Collected data entries
=-=-=-=-=

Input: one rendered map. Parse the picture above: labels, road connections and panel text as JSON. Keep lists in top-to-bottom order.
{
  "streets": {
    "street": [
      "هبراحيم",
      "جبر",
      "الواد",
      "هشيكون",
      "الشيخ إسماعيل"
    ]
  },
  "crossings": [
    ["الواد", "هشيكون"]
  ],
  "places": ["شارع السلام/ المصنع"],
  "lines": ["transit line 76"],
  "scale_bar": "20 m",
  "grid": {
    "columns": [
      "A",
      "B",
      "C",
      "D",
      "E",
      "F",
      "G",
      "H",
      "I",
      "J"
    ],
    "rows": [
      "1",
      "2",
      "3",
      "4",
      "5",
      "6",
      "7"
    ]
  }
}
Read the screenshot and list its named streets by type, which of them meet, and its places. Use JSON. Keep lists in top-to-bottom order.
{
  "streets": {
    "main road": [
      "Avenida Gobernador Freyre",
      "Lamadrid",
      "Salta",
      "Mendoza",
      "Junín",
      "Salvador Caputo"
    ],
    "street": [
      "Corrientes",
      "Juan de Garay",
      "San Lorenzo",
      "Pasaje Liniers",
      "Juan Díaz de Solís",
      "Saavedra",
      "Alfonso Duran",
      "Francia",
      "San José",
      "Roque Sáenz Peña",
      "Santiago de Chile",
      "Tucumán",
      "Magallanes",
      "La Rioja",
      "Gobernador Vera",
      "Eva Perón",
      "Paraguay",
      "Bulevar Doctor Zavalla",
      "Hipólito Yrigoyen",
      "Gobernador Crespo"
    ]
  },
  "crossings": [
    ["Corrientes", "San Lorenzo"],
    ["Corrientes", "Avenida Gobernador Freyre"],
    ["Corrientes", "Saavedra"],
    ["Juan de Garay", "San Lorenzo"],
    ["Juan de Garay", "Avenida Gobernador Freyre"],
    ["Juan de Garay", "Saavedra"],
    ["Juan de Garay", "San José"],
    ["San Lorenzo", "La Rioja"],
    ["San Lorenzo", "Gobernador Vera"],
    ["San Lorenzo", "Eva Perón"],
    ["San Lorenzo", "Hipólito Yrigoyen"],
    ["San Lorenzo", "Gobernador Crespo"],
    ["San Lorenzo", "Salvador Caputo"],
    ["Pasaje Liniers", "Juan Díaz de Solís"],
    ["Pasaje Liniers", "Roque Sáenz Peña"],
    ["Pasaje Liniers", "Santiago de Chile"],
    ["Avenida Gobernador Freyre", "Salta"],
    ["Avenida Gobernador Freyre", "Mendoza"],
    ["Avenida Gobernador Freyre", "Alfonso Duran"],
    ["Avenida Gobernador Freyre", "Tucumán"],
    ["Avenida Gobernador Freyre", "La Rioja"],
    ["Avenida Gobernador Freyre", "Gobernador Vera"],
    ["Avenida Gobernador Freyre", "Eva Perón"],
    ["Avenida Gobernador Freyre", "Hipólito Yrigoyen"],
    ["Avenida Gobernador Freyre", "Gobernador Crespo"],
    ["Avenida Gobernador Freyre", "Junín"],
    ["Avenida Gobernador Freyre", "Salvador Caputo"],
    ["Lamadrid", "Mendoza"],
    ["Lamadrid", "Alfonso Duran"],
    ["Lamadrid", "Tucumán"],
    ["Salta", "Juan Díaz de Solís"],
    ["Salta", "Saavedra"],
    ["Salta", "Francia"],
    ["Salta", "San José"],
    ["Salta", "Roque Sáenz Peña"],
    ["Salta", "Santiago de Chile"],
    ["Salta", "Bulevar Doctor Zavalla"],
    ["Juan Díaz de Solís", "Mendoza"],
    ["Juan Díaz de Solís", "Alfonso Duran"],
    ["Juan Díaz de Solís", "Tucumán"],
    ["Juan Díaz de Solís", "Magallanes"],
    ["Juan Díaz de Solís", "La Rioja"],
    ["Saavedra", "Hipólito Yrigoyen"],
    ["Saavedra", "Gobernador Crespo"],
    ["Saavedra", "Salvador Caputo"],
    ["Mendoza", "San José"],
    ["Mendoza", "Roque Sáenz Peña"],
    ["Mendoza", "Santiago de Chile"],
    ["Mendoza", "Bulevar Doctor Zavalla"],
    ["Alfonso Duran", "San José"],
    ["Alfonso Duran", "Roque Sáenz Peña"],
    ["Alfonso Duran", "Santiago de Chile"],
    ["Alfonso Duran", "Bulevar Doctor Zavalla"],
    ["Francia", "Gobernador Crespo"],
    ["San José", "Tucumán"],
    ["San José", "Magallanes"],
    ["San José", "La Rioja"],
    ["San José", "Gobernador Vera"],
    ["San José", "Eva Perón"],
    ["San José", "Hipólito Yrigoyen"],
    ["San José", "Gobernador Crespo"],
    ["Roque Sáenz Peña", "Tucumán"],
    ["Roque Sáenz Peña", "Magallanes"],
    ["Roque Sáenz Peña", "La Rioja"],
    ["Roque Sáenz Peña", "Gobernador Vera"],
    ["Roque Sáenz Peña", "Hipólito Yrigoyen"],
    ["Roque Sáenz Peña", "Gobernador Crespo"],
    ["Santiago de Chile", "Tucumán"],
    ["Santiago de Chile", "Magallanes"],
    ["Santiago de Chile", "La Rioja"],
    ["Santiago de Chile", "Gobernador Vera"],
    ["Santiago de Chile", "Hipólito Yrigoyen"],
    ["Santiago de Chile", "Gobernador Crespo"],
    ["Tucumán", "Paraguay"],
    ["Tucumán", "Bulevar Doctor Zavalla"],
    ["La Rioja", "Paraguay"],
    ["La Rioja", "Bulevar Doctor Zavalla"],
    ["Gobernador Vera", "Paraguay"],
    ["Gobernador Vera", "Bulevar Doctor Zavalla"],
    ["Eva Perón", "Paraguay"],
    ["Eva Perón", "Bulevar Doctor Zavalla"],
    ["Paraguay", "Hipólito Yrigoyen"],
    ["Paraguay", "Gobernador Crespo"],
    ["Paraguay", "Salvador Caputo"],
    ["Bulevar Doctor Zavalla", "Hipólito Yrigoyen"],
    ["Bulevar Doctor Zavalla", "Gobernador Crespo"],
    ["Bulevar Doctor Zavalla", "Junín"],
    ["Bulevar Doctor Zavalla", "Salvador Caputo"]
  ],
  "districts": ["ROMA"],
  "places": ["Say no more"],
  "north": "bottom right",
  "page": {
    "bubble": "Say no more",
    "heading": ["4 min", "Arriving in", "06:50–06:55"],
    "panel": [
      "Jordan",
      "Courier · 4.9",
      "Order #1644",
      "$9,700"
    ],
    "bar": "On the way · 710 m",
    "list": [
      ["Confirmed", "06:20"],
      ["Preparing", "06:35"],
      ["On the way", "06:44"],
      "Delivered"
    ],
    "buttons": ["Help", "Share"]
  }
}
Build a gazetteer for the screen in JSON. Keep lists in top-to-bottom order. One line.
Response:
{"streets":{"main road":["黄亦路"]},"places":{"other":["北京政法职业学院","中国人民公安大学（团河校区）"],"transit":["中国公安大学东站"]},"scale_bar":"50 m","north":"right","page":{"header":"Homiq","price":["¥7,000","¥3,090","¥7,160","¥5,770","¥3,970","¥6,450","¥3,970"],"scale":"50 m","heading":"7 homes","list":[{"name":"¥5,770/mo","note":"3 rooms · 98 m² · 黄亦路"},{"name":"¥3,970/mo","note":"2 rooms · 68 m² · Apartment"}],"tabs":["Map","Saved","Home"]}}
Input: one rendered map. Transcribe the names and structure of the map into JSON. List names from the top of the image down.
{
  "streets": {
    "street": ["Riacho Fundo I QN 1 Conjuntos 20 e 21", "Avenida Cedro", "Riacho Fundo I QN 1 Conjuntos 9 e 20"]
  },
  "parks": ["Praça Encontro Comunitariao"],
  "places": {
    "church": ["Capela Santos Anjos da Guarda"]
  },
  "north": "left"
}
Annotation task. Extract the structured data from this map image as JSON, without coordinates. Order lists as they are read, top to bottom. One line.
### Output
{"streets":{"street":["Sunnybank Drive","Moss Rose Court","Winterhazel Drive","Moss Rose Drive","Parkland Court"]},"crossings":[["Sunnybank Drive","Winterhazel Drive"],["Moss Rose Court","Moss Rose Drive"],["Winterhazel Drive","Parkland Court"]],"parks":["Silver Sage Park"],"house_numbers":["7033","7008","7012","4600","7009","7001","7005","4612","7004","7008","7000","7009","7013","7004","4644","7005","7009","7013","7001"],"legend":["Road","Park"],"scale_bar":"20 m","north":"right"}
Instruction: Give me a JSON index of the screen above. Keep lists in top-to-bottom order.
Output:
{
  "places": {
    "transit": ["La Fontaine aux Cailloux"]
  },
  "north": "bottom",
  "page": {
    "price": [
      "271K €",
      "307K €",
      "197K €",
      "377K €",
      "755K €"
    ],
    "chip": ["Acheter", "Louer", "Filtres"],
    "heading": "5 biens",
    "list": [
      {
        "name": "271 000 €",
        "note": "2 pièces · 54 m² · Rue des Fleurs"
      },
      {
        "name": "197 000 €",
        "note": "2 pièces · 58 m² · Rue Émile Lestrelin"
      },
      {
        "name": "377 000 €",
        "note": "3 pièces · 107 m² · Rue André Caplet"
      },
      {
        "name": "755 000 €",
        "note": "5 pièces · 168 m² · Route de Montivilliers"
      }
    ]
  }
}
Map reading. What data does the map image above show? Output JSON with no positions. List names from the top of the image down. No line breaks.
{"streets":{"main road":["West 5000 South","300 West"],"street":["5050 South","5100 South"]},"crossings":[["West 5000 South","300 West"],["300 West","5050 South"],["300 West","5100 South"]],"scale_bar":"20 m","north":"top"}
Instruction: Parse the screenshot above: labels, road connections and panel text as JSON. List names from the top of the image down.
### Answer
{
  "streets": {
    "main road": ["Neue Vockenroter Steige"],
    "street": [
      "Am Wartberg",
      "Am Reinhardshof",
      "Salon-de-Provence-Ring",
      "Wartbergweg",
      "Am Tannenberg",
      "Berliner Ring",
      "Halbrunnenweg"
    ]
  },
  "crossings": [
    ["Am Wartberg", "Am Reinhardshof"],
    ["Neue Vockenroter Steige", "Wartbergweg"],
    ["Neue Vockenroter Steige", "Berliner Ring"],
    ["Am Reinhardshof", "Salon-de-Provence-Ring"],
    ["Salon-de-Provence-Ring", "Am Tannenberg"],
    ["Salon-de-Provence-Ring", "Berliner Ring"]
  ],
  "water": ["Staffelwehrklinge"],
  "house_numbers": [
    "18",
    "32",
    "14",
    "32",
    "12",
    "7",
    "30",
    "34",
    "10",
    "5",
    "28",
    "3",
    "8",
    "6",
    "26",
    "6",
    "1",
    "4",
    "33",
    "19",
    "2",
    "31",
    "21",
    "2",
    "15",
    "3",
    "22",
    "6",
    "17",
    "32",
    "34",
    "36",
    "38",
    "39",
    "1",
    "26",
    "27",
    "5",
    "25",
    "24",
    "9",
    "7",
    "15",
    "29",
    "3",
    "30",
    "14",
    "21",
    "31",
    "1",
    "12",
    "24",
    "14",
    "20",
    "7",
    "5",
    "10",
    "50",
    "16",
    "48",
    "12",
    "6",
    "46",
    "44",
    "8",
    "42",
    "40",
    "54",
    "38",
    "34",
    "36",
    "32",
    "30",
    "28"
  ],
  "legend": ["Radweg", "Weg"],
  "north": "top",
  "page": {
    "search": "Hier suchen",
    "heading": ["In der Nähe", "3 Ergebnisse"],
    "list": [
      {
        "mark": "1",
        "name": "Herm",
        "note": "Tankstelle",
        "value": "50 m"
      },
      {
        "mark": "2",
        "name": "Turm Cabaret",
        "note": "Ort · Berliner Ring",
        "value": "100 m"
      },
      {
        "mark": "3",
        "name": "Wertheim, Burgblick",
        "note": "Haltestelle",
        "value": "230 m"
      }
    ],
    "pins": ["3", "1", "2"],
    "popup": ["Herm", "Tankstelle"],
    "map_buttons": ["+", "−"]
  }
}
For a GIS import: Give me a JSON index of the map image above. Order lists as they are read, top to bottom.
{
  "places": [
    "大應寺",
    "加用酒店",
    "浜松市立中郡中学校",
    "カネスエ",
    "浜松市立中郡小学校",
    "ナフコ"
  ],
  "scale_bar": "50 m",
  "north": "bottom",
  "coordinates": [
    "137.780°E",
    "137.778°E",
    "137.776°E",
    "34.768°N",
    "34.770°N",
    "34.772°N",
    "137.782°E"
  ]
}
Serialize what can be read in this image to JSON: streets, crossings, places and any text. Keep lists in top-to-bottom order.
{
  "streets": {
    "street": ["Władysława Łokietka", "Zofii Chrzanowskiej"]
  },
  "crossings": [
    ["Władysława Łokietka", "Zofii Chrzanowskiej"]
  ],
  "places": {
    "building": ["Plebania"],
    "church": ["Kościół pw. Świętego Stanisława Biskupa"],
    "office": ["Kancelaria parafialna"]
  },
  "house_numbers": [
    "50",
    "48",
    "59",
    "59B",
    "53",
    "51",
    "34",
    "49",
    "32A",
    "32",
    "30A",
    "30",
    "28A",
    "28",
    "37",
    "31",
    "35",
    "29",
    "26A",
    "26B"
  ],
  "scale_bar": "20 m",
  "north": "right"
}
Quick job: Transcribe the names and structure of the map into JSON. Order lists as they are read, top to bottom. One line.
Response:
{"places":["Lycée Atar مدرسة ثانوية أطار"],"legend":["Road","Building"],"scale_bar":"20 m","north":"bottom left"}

=-=-=-=-=

PROBLEM TO SOLVE: Examine the entries and say how many of their lines hold the word "Pasaje". No other words should accompany the number.

SOLUTION FOR THIS EXERCISE: 4